Certa vez, George Orwell disse em um ensaio de 1941, intitulado As Fronteiras da Arte e da Propaganda, que “se olharmos para a literatura inglesa dos últimos dez anos, não tanto para a literatura em si, mas para a atitude literária predominante, o que impressiona é que ela quase deixou de ser estética. A literatura foi inundada pela propaganda”. Ah, caro socialista que amo, se soubesse como isso é uma verdade também no Brasil atual, ficaria completamente abismado. Afinal, a moda agora é a “literatura identitária”. É verdade que a literatura está aí para explorar as facetas da realidade e da alma humana, e a politização, a invencionice ideológica, as performáticas maneiras de se viver a sexualidade, tudo isso são partes do homem contemporâneo, logo não há nenhuma contradição em se produzir literatura voltada a essas temáticas.

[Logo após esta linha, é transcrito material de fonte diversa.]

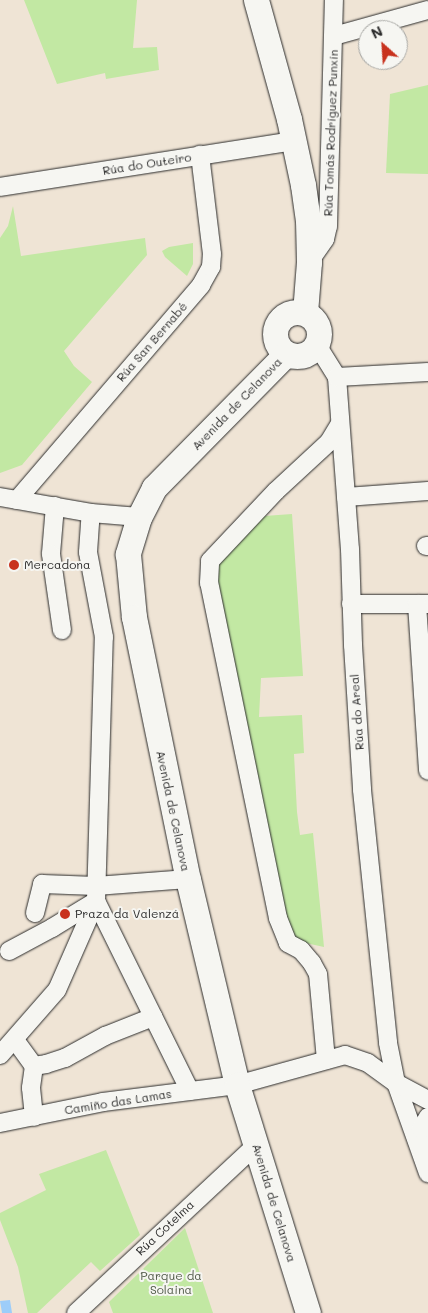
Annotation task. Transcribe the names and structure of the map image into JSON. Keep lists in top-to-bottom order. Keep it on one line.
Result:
{"streets":{"street":["Rúa Tomás Rodríguez Punxín","Rúa do Outeiro","Rúa San Bernabé","Avenida de Celanova","Rúa do Areal","Camiño das Lamas","Rúa Cotelma"]},"crossings":[["Rúa do Outeiro","Rúa San Bernabé"],["Avenida de Celanova","Rúa do Areal"],["Avenida de Celanova","Camiño das Lamas"],["Avenida de Celanova","Rúa Cotelma"],["Rúa do Areal","Camiño das Lamas"]],"parks":["Parque da Solaina"],"places":["Mercadona","Praza da Valenzá"],"north":"top left"}
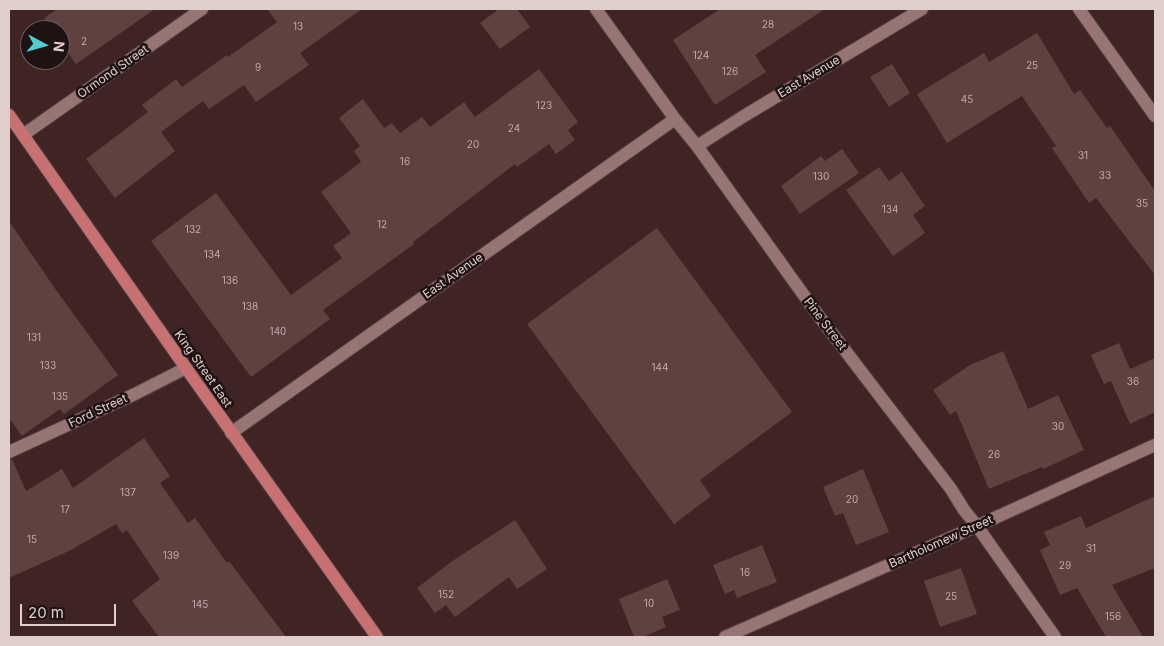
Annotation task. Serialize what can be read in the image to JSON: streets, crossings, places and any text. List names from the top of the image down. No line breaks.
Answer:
{"streets":{"main road":["King Street East"],"street":["Ormond Street","East Avenue","Pine Street","Ford Street","Bartholomew Street"]},"crossings":[["Ormond Street","King Street East"],["East Avenue","Pine Street"],["East Avenue","King Street East"],["Pine Street","Bartholomew Street"],["King Street East","Ford Street"]],"house_numbers":["28","13","2","124","25","9","126","45","123","24","20","31","16","33","130","35","134","12","132","134","136","138","140","131","133","144","36","135","30","26","137","20","17","15","31","139","29","16","152","25","10","145","156"],"scale_bar":"20 m","north":"right"}
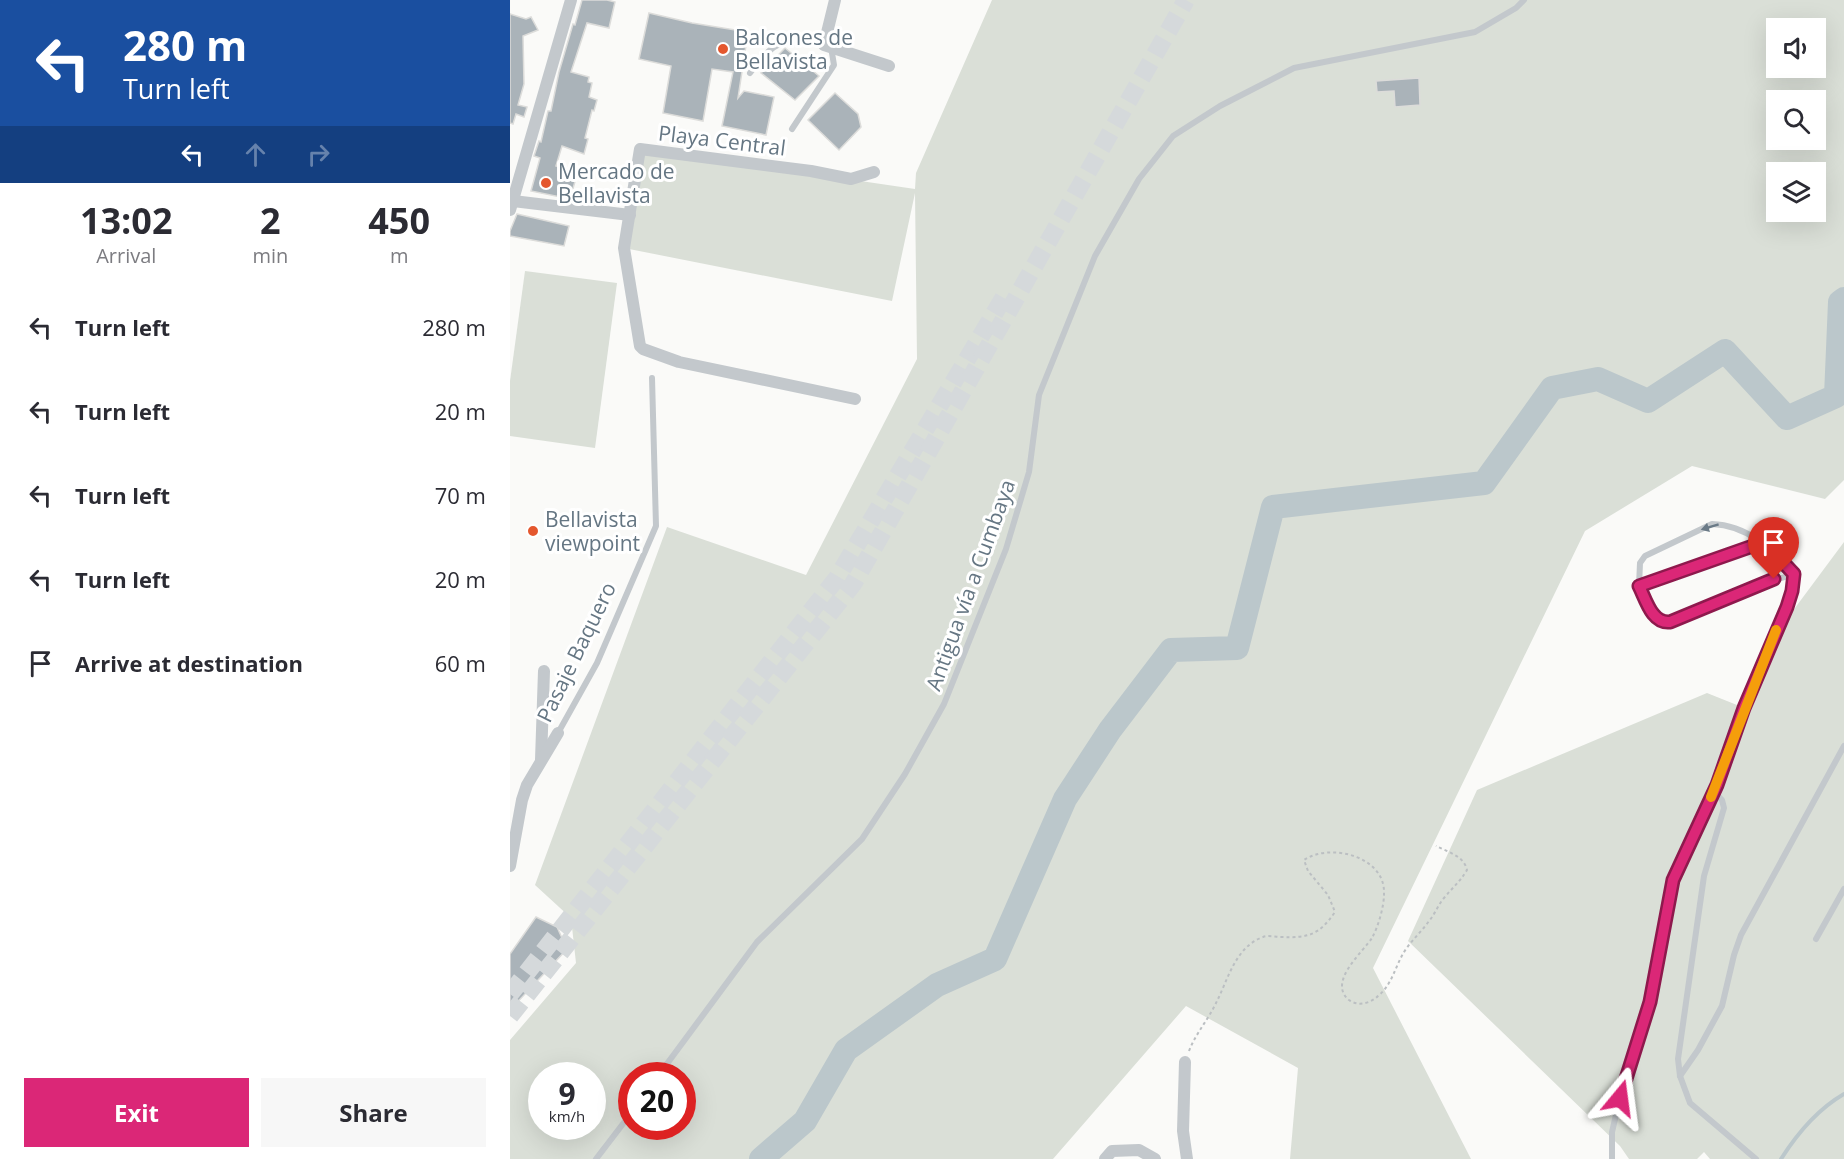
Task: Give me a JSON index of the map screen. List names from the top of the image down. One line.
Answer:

O problema surge quando começamos a julgar a boa literatura e as capacidades eruditas desses livros, não mais por critérios técnicos e estéticos sérios, mas tão somente por afinidade política. Tais obras começam a ser divulgadas como puro ouro da literatura nacional contemporânea, mas não por seus méritos de roteirização, composição de personagens e escrita afinada, mas por reproduzirem um discurso pré-aceito e assado de uma determinada cultura de establishment. A literatura então deixa de ser expressão artística e humana para se tornar refinaria de ideologias para consumo de militantes.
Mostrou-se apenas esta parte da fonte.